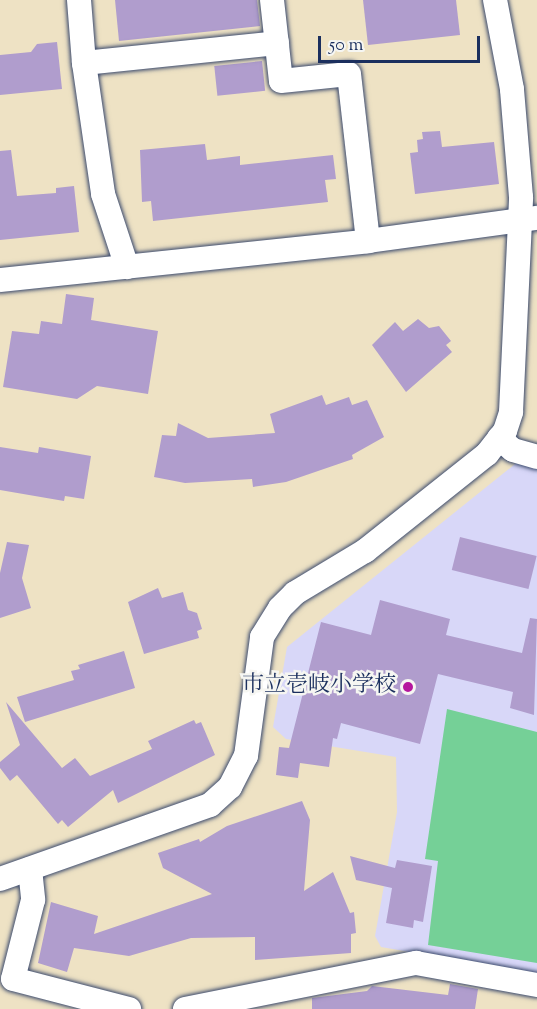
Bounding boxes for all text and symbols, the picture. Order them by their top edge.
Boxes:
scale bar [321,24,483,62]
text: 50 m [329,33,363,59]
place label: 市立壱岐小学校 [242,674,396,700]
marker: 市立壱岐小学校 [401,680,415,694]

▶ [WORK TO BE COMPLETED]: All records above must be output exactly as they stand, excluding pictures.

▶ [WRITTEN SOLUTION]:
Bounding boxes for all text and symbols, the picture. Order them by their top edge.
Boxes:
scale bar [321,24,483,62]
text: 50 m [329,33,363,59]
place label: 市立壱岐小学校 [242,674,396,700]
marker: 市立壱岐小学校 [401,680,415,694]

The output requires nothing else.